I'm trying to set up a 5-day (adjustable) running mean for ratings I made for various dates with a Python Pandas DataFrame.
I can easily get the average mean by day using the following code
import pandas as pd
import datetime as dt
RTC = pd.read_csv(...loads file, has 'Date' and 'Rating' columns...)
daterange = RTC['Date'].max() - RTC['Date'].min()
days_means = []
for day_offset in range(daterange.days+1):
filldate = (RTC['Date'].min() + dt.timedelta).strftime('%Y-%m-%d')
days_means.append(RTC[RTC['Date']==filldate]['Rating'].mean())
I'm thinking that the most natural way to extend this would be to make filldate a list (or a series?) and then have a new mask like
RTC['Date'] in filldate
But if I do this I get an error that states
ValueError: The truth value of a Series is ambiguous.
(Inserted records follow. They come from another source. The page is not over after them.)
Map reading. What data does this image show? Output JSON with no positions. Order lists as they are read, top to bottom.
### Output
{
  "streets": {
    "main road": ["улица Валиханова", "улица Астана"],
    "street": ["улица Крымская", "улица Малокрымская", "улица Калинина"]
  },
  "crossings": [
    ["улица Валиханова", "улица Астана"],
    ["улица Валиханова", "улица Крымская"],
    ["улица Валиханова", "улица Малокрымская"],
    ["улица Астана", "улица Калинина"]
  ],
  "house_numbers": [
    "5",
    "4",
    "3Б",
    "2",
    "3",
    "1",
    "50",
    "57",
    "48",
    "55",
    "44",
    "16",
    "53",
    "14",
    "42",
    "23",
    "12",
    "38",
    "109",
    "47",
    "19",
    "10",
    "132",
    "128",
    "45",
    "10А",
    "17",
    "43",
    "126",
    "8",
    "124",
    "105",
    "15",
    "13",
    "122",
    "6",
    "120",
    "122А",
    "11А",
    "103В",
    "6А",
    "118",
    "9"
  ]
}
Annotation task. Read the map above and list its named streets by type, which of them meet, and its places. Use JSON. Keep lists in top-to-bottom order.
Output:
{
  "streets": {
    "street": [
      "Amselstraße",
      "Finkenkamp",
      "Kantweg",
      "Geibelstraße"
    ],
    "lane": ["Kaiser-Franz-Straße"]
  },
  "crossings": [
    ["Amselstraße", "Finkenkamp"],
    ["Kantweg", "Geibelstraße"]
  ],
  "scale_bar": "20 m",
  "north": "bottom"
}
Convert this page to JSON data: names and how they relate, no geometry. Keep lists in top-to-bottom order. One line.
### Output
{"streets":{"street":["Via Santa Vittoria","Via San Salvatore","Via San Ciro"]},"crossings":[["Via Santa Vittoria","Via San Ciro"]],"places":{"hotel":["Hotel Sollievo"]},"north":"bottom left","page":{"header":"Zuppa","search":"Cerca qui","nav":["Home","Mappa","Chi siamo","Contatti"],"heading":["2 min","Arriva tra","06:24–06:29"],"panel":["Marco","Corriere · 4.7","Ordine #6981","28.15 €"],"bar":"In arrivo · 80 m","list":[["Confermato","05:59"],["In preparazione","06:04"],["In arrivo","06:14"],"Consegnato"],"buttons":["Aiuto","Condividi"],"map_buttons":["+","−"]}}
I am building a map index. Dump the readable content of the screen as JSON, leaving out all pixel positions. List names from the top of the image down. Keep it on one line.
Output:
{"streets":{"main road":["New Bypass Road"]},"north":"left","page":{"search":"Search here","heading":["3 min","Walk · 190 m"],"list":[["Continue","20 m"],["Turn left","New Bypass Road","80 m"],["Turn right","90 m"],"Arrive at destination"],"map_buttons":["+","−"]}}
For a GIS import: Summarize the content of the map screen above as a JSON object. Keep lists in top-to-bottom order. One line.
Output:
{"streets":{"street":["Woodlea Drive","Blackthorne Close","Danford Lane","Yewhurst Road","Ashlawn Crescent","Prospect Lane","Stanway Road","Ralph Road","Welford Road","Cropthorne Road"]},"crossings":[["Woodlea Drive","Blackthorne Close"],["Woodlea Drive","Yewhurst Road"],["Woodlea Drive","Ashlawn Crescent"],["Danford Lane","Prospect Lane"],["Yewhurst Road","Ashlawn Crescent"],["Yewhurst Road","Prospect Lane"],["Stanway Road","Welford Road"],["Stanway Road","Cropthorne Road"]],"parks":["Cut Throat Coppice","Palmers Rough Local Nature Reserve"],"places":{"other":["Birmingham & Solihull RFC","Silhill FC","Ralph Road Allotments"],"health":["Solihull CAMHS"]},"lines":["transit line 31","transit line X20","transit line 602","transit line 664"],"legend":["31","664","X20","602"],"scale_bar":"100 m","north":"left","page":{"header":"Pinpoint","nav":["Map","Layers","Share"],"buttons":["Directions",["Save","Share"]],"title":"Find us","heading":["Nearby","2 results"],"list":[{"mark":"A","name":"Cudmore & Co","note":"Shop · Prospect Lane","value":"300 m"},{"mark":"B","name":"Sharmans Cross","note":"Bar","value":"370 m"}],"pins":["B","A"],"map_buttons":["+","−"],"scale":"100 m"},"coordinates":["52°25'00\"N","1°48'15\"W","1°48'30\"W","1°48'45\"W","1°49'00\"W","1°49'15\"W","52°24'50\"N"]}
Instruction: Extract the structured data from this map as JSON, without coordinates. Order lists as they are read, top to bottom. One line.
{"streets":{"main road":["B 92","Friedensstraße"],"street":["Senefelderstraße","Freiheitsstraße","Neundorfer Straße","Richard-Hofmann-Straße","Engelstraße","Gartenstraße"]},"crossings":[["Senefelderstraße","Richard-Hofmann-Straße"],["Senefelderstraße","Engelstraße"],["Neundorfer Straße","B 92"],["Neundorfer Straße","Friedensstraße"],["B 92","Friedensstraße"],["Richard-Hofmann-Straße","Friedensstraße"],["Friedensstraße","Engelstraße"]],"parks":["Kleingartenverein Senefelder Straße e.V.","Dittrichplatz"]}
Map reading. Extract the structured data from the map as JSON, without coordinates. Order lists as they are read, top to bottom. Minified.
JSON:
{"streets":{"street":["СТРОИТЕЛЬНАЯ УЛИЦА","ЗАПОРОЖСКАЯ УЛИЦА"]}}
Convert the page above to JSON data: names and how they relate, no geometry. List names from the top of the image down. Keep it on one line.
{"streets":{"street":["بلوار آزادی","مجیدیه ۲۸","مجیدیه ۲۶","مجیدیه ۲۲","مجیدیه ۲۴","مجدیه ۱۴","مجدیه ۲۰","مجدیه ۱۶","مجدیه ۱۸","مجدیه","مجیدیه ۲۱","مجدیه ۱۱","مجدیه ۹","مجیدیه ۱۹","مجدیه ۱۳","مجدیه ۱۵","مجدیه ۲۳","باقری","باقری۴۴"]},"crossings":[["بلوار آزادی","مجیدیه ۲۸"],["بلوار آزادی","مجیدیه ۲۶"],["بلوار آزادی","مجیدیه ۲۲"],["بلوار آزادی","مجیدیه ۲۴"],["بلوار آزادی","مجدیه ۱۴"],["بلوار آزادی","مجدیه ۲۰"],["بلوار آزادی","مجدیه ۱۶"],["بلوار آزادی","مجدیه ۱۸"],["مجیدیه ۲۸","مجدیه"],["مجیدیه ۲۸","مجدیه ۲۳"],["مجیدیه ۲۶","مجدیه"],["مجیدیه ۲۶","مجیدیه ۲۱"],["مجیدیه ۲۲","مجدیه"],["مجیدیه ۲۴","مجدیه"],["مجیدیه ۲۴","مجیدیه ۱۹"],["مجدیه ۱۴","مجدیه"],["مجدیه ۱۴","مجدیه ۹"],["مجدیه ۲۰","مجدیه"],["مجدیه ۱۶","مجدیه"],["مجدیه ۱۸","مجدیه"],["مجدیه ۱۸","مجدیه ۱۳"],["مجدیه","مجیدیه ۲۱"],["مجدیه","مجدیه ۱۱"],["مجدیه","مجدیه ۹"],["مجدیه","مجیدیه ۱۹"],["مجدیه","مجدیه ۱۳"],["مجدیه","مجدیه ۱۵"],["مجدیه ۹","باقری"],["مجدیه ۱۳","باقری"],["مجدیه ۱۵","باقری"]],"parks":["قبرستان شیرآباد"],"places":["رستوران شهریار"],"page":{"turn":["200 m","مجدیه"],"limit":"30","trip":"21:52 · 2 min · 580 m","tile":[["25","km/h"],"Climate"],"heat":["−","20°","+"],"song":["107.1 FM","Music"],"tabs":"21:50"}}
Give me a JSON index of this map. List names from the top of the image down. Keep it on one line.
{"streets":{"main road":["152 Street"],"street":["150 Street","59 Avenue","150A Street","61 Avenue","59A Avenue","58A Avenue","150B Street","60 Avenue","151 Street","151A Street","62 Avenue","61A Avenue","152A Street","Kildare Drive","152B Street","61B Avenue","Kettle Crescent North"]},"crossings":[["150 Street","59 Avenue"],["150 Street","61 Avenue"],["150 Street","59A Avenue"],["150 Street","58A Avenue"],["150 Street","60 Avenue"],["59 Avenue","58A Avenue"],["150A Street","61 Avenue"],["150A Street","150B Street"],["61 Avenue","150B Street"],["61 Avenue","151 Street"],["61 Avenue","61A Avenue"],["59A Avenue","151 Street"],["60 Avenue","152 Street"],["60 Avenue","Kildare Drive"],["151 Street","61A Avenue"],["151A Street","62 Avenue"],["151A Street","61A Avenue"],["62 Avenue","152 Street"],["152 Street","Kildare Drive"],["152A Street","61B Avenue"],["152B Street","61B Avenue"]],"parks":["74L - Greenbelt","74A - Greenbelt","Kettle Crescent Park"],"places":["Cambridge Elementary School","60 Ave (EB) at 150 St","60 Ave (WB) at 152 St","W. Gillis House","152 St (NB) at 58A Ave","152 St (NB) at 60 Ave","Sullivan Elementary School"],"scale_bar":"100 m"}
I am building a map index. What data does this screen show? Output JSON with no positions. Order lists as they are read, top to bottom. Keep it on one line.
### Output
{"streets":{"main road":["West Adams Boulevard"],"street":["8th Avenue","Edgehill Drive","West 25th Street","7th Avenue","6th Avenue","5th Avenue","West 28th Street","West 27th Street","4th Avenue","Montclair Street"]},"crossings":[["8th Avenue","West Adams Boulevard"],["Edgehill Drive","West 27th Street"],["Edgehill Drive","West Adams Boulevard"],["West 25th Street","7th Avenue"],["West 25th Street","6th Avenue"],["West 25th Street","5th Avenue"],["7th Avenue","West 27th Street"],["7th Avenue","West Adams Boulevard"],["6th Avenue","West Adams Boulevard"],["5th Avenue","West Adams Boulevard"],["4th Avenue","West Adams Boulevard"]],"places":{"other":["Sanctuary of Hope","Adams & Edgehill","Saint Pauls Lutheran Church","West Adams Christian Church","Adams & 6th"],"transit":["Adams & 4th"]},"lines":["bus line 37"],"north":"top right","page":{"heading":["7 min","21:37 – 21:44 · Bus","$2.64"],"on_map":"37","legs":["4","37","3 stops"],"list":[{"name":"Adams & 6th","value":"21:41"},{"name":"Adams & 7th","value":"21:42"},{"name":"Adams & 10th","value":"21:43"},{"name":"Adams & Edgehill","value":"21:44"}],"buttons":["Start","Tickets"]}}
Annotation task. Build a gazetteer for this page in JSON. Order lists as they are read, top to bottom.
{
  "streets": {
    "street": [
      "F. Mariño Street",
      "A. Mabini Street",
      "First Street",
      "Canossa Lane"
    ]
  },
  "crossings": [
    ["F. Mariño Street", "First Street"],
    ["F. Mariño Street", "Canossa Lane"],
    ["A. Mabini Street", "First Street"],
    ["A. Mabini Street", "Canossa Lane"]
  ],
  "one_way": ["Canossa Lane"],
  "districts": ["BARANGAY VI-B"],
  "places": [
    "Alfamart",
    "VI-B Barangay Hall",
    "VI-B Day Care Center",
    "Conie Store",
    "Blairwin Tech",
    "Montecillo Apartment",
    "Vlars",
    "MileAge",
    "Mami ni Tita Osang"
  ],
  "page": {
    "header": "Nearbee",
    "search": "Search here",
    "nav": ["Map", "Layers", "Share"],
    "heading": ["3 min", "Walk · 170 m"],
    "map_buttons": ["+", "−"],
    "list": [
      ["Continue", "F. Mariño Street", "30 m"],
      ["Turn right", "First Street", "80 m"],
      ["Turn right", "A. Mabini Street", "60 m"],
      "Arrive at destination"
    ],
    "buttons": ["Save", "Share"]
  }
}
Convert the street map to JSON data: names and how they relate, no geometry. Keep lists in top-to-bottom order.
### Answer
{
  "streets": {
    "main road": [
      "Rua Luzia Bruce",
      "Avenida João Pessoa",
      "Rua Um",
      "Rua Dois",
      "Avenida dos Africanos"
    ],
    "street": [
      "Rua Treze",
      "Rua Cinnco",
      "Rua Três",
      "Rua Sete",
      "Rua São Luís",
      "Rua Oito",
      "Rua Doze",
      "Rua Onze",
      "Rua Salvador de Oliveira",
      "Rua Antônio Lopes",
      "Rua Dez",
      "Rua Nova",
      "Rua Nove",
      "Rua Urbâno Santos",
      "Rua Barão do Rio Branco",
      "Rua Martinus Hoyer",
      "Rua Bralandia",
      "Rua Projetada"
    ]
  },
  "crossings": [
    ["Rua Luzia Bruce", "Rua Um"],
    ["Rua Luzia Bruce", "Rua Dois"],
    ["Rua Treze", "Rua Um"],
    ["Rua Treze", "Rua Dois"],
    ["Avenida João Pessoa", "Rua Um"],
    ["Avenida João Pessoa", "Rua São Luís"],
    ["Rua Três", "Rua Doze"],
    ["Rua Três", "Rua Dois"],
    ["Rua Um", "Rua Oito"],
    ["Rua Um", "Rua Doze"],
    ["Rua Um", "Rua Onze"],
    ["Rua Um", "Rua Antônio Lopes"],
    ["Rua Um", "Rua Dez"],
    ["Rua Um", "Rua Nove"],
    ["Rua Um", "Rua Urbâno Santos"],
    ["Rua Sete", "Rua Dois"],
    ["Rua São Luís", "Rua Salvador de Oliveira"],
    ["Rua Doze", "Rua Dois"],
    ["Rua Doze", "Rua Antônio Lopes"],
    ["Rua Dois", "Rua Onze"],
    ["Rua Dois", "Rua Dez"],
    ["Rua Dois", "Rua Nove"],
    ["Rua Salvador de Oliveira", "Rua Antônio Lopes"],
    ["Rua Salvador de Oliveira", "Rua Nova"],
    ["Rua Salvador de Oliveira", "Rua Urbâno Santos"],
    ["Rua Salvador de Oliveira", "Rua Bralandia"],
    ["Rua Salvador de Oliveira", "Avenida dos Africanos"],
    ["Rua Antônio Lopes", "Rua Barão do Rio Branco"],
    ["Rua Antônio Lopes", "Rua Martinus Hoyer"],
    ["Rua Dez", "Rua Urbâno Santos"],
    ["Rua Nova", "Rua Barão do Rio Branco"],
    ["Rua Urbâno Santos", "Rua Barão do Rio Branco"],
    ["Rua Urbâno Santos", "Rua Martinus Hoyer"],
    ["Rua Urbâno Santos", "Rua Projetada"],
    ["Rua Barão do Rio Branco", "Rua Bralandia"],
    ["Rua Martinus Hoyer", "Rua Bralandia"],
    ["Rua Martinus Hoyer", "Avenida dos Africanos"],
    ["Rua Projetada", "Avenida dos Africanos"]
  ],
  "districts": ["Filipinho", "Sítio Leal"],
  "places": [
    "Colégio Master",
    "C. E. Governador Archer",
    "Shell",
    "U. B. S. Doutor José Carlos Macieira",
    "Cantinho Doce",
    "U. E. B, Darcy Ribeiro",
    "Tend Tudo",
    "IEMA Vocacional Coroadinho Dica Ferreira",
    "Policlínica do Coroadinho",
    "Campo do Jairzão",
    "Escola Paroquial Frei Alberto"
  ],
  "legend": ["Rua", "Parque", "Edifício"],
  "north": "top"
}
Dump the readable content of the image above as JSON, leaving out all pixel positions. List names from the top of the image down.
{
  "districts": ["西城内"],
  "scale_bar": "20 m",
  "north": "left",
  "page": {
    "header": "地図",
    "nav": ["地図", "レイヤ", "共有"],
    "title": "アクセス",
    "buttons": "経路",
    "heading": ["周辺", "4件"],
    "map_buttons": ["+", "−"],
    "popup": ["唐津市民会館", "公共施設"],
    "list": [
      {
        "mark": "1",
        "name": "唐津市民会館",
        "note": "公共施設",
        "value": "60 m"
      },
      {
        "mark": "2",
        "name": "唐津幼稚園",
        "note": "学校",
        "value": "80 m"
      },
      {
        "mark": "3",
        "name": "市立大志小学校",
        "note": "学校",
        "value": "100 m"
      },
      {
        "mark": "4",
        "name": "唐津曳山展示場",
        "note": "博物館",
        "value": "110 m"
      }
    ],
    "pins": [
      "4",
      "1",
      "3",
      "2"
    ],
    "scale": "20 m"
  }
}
Use a.empty, a.bool(), a.item(), a.any() or a.all().
I'd guess somewhere I'd want to put an any-statement somewhere in this, but I cannot get this working.
Does anyone have advice on how to make this work properly?
Thanks!
EDIT: For reference, here's what my data would look like
Date Rating OtherColumns...
1-1-2014 5 ...
1-2-2014 6
1-2-2014 7
1-3-2014 8
1-3-2014 2
1-4-2014 3
1-6-2014 6
...
So the 5-day mean for 1-3-2014 would be (5+6+7+8+2+3)/6. Note that there are two entries for 1-2-2014 and 1-3-2014 nothing for 1-5-2014.